## WHAT YOU WILL DO
For this exercise, print the listing below exactly, without its pictures.

## DATA FOR THE TASK
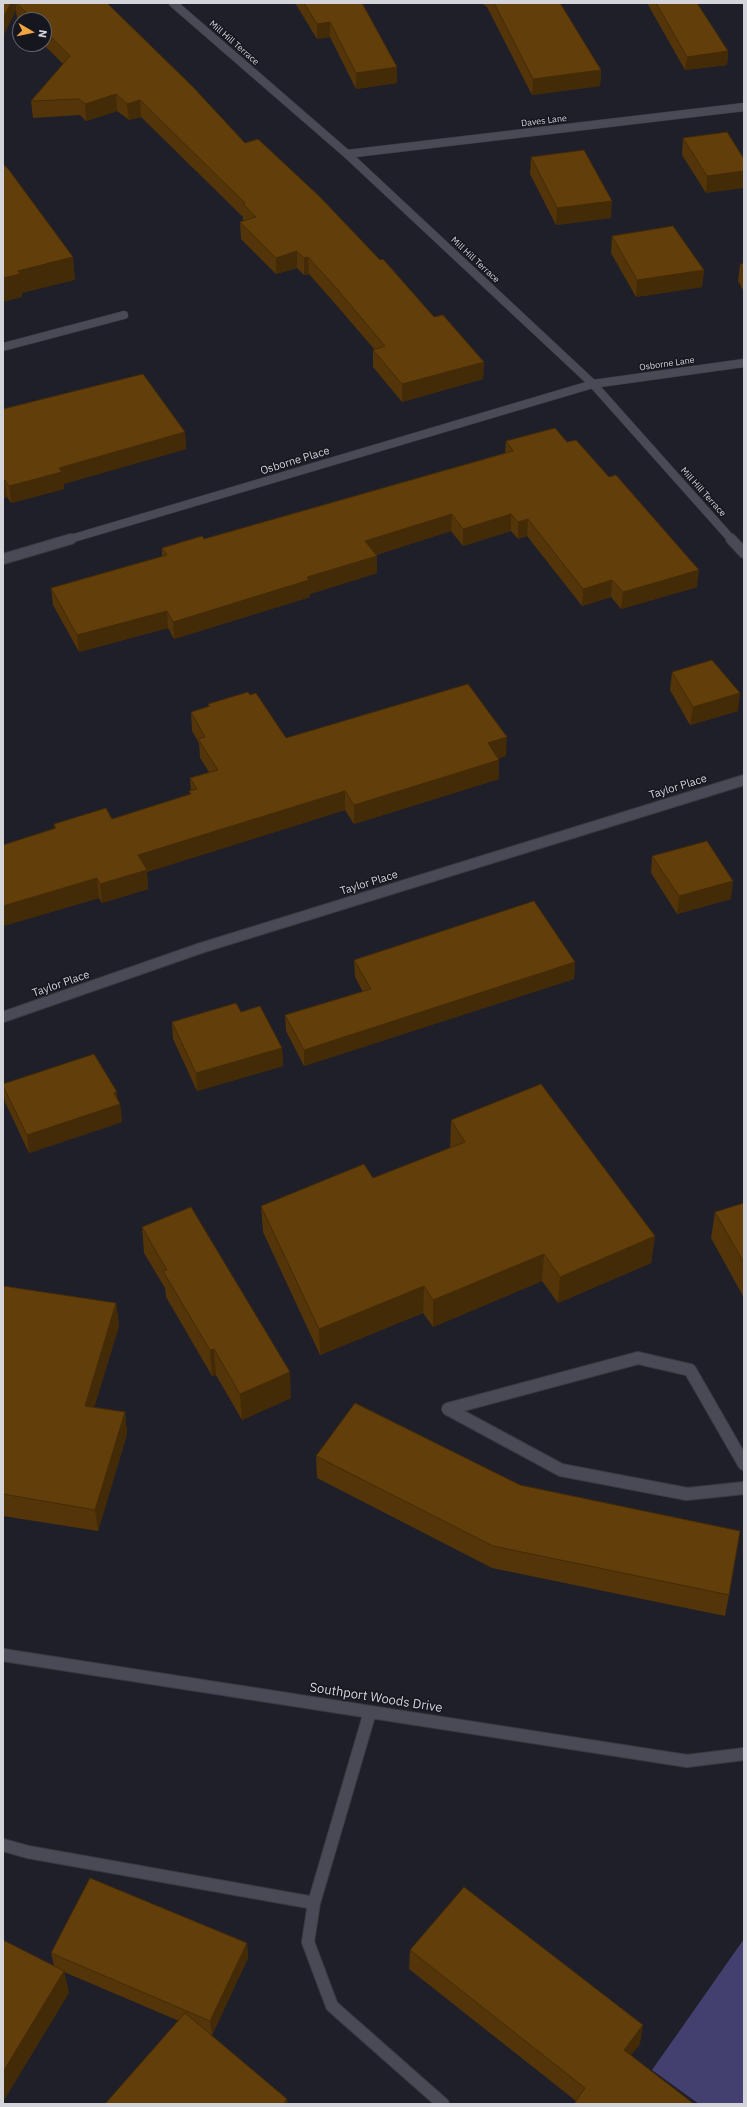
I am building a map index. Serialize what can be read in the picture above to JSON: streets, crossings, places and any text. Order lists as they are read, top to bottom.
{
  "streets": {
    "street": [
      "Mill Hill Terrace",
      "Daves Lane",
      "Osborne Lane",
      "Osborne Place",
      "Taylor Place",
      "Southport Woods Drive"
    ]
  },
  "crossings": [
    ["Mill Hill Terrace", "Daves Lane"],
    ["Mill Hill Terrace", "Osborne Lane"],
    ["Mill Hill Terrace", "Osborne Place"],
    ["Osborne Lane", "Osborne Place"]
  ],
  "north": "right"
}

## EXERCISE RESULT
I am building a map index. Serialize what can be read in the picture above to JSON: streets, crossings, places and any text. Order lists as they are read, top to bottom.
{
  "streets": {
    "street": [
      "Mill Hill Terrace",
      "Daves Lane",
      "Osborne Lane",
      "Osborne Place",
      "Taylor Place",
      "Southport Woods Drive"
    ]
  },
  "crossings": [
    ["Mill Hill Terrace", "Daves Lane"],
    ["Mill Hill Terrace", "Osborne Lane"],
    ["Mill Hill Terrace", "Osborne Place"],
    ["Osborne Lane", "Osborne Place"]
  ],
  "north": "right"
}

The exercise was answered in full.